Home buyers and sellers in England and Wales will get legally binding agreements earlier in the sale process under government reforms aimed at ending gazumping and reducing collapsed transactions. Housing Secretary Steve Reed said the changes, due by the end of this Parliament in 2029, would make the system "faster, fairer and more secure."
Sellers and estate agents must share property information upfront through so-called sales packs. Those packs will include the property's condition and its status in a chain. The government estimates the upfront data will save buyers about £650 on average, mostly by cutting wasted legal fees and survey costs on deals that never complete.
Prime Minister Sir Keir Starmer said the current system leaves "people in limbo" and puts home ownership out of reach for some. The Chancellor added that delays, hidden costs, and last-minute deal collapses are bad for the broader economy, not just for individual buyers.
Rightmove's data shows it takes nearly six months (170 days) on average to complete a sale across the UK. Chief Executive Johan Svanstrom said more than one in five sales initially fall through. "By making more information available upfront, there is a clear opportunity to reduce fall-throughs and increase transparency," he said. Svanstrom called the reforms "an encouraging step towards a faster and more efficient property market."
Scotland already requires legally binding formally accepted offers and obliges sellers to provide home surveys to prospective buyers. These reforms bring England and Wales closer to that model.

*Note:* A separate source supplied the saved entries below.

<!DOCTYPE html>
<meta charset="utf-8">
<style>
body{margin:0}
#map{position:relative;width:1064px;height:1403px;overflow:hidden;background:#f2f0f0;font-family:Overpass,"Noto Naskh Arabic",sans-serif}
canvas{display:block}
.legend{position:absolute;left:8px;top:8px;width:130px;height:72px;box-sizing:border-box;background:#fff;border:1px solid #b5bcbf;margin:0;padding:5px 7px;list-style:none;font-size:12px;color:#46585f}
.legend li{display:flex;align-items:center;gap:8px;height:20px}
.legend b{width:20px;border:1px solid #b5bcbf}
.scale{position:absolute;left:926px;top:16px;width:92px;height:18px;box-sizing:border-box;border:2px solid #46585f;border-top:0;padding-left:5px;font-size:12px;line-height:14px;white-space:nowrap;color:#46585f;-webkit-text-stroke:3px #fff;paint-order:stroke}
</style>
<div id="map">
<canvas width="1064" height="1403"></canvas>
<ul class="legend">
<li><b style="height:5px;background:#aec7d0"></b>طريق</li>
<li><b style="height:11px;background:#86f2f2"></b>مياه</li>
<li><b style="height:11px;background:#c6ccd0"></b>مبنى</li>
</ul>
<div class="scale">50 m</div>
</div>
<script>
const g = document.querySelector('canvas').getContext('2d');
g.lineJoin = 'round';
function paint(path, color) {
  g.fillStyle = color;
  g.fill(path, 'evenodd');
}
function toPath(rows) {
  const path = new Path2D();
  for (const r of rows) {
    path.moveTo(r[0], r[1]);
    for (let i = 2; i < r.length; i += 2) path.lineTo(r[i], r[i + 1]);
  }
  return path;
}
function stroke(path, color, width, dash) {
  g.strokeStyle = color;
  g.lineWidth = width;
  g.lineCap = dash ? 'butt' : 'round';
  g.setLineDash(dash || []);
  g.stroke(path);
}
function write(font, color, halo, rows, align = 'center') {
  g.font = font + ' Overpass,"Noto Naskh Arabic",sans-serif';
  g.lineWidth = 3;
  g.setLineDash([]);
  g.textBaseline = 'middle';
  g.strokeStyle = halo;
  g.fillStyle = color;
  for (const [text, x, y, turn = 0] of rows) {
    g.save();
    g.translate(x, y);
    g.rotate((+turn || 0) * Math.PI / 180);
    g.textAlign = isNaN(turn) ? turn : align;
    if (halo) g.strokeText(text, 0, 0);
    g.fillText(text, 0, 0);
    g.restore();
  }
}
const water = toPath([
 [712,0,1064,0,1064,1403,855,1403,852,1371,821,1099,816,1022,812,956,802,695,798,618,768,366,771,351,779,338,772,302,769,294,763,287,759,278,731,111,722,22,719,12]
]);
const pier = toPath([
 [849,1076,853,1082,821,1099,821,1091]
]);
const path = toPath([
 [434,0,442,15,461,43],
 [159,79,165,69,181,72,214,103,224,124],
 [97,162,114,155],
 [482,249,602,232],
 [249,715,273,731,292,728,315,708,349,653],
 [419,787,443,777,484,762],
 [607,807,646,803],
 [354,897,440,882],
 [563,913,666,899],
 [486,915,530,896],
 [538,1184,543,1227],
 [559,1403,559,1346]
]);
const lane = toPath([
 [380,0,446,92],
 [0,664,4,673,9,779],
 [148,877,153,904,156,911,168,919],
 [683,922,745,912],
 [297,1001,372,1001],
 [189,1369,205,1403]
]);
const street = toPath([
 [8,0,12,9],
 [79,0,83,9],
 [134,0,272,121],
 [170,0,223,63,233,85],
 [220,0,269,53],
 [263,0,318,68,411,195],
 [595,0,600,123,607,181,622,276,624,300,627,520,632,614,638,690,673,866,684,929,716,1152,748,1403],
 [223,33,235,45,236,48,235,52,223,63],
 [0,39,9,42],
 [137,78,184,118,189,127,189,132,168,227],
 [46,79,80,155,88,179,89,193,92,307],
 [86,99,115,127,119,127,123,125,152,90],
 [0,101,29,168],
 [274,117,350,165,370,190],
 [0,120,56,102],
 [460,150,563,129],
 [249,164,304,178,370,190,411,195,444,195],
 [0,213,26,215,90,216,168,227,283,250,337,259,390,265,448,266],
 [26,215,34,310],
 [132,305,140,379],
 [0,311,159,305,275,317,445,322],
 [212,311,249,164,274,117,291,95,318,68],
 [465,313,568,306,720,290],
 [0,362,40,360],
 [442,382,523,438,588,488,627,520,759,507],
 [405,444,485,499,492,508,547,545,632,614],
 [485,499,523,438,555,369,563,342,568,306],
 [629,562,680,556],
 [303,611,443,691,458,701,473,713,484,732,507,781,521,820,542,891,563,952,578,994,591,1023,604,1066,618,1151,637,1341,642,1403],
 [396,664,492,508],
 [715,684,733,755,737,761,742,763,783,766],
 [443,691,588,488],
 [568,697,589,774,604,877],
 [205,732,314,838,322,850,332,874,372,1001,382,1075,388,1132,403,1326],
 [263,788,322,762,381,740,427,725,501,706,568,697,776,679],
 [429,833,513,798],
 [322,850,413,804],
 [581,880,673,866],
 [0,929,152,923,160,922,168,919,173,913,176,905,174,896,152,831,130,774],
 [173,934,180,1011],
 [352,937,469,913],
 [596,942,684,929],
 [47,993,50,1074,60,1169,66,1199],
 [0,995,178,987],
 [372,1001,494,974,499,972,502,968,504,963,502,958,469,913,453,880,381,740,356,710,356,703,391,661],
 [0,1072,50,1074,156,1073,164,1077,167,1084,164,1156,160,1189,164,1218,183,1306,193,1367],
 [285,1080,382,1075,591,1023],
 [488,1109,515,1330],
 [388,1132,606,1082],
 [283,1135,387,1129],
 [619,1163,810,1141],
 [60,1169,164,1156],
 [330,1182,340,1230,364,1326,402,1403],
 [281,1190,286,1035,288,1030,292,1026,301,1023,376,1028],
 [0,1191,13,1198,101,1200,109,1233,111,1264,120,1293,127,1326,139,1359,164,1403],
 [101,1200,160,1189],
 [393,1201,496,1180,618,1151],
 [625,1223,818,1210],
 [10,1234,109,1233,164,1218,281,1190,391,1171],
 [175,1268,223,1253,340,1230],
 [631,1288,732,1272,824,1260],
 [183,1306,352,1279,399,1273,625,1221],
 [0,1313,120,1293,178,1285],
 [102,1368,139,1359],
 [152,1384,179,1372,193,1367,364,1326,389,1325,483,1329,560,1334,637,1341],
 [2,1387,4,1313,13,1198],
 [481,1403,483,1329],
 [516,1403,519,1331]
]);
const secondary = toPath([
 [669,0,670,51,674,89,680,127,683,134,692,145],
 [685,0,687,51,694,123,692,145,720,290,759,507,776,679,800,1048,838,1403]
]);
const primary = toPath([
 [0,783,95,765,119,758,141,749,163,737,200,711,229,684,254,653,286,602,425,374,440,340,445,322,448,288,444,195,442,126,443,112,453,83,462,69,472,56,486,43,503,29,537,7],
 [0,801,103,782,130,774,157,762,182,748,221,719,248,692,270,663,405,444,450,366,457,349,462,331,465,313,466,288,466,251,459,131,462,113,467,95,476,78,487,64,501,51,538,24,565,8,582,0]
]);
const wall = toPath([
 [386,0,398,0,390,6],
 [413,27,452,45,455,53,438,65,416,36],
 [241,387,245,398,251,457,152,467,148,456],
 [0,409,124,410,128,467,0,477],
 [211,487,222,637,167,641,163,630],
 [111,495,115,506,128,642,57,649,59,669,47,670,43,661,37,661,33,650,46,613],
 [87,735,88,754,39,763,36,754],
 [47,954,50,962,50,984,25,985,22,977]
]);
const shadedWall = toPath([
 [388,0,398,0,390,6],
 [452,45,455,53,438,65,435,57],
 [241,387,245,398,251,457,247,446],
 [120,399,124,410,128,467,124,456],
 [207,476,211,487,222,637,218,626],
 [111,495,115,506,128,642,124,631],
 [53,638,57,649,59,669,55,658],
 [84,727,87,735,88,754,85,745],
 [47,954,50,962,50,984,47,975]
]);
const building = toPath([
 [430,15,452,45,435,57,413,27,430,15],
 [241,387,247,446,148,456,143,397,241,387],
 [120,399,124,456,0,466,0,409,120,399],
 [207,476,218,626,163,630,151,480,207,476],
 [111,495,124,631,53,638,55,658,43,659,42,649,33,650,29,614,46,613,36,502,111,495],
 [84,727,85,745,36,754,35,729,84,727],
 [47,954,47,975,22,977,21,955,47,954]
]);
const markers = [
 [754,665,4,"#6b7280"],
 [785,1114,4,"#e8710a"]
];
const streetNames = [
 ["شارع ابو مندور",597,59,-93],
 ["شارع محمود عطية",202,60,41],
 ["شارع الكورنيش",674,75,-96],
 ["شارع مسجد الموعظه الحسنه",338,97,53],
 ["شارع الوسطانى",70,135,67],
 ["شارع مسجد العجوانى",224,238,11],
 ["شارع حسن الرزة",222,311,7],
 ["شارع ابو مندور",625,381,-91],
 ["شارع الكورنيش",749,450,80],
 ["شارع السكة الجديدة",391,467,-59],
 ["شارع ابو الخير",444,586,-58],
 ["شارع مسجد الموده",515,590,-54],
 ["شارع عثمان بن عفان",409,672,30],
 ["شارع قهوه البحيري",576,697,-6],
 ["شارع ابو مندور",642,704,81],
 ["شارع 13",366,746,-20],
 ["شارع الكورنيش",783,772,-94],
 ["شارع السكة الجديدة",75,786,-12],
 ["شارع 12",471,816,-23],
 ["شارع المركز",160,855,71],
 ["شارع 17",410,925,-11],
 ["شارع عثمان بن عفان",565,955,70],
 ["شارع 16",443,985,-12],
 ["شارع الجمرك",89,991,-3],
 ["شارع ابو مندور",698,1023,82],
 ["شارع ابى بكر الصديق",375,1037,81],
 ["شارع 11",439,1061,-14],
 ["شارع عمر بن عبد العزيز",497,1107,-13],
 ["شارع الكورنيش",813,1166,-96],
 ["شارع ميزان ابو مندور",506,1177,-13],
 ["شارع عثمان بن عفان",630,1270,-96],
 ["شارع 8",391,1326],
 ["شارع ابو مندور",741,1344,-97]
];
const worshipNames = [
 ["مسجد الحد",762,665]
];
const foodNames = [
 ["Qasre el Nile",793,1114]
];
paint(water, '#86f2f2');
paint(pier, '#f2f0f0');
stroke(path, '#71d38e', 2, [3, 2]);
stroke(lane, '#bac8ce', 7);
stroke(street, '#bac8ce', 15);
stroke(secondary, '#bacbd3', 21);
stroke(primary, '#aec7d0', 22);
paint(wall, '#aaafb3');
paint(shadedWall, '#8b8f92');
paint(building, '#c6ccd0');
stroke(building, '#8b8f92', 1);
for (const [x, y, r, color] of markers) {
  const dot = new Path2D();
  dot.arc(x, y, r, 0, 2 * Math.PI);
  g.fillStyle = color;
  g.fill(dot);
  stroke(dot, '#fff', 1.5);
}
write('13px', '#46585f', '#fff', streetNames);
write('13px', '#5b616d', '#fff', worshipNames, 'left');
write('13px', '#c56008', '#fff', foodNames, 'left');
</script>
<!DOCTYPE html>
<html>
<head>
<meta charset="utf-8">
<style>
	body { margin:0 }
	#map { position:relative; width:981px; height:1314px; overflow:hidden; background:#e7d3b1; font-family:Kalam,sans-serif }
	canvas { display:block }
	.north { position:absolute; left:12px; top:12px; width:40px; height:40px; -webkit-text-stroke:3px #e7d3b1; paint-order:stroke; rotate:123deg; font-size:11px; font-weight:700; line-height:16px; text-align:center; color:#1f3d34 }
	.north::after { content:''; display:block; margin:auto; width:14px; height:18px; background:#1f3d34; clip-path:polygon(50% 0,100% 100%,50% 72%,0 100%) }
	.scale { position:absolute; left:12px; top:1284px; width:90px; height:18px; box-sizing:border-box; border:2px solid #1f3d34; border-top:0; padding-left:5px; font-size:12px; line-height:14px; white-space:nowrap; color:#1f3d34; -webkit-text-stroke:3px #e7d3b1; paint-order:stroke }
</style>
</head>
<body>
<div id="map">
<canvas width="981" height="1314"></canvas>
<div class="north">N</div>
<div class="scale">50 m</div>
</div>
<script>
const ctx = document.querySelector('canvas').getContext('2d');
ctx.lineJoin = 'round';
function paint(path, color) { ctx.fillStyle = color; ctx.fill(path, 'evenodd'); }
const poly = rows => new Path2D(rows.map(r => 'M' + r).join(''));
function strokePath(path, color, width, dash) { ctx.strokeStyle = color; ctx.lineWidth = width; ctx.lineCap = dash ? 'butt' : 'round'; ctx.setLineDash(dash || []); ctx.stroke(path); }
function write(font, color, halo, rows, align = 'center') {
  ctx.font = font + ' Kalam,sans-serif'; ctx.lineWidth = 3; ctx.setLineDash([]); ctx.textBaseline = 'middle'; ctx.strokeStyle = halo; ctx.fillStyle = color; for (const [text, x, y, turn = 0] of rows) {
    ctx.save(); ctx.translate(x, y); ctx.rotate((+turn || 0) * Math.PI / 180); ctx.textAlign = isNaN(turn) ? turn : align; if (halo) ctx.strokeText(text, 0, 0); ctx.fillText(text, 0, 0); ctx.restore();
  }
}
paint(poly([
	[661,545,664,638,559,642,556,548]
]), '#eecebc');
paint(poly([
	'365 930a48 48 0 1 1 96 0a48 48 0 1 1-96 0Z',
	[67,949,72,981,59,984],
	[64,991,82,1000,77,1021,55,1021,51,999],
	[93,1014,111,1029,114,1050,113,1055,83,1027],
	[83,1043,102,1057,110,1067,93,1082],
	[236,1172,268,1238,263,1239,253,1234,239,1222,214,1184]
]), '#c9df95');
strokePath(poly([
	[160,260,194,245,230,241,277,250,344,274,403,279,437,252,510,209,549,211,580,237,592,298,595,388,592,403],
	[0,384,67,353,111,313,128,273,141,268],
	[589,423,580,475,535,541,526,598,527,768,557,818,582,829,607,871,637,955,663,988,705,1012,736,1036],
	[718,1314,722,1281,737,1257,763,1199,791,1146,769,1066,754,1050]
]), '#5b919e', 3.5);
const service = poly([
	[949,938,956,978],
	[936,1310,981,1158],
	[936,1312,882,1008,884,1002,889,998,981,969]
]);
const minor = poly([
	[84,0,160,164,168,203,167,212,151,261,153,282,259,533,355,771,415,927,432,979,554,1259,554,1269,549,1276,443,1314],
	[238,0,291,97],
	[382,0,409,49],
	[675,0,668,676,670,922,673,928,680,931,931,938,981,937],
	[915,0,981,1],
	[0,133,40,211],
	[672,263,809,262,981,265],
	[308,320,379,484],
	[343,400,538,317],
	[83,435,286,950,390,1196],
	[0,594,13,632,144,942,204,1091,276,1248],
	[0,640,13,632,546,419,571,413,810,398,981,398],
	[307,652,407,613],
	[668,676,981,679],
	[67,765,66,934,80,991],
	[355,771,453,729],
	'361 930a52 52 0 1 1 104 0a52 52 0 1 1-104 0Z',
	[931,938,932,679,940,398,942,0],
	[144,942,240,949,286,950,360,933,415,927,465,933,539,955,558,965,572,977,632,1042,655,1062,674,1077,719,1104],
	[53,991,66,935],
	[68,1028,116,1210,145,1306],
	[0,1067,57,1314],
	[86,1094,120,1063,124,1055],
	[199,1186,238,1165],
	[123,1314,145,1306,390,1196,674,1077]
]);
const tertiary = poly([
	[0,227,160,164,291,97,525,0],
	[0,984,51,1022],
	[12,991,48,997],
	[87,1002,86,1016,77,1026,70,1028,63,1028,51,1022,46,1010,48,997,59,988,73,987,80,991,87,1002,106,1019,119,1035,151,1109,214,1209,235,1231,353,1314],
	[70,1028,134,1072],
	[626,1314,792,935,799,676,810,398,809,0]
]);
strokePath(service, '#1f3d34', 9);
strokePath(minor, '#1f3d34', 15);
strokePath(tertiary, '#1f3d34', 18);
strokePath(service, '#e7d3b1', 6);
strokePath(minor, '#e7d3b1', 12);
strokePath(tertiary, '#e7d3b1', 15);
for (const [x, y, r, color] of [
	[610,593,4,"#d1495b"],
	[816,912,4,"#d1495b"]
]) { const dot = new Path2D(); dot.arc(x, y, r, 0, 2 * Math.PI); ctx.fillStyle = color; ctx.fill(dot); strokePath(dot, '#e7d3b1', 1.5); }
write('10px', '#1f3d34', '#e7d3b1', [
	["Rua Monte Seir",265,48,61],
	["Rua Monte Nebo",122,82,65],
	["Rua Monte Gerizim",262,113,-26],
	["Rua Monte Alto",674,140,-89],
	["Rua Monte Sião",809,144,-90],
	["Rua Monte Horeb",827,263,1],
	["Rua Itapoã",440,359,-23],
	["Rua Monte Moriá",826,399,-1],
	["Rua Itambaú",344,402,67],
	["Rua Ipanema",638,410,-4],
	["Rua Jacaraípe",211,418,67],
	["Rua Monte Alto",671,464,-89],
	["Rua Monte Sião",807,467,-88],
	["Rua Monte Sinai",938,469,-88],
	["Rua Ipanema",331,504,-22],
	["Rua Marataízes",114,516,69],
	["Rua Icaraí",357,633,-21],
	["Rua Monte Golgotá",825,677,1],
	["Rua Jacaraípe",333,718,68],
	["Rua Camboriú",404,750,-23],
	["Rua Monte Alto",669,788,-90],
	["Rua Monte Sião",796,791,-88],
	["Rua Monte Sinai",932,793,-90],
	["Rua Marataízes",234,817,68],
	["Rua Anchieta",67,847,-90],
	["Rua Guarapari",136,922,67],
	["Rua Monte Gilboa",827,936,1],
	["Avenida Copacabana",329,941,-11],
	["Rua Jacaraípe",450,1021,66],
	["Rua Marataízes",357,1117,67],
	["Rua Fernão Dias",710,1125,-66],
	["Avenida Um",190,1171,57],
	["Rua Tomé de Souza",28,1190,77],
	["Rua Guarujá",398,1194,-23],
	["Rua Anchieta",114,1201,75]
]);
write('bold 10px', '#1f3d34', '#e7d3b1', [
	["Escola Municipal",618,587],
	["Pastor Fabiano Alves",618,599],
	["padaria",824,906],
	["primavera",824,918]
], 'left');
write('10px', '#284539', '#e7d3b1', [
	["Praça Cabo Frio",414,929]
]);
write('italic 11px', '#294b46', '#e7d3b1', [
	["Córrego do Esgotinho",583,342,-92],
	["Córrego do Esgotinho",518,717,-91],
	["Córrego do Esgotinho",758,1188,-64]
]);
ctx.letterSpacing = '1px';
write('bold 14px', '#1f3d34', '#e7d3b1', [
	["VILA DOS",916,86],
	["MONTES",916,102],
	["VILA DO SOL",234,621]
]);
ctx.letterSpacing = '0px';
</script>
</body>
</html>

Fewer collapsed deals would reduce the number of properties relisted. That dynamic directly affects Rightmove's revenue from repeat listing fees. Faster transactions could increase overall transaction volume, partially offsetting that effect. The £650 savings estimate from the government implies a direct reduction in costs that currently get wasted on multiple failed attempts. For mortgage lenders, a more certain pipeline should lower the cost of pulling applications that never reach completion.
The planned timeline to 2029 is distant enough that near-term sentiment for property-related stocks hinges on parliamentary progress rather than any immediate operational change. Industry bodies are likely to lobby the details of sales pack requirements over the next two years. The reforms are scheduled to take effect by the end of this Parliament.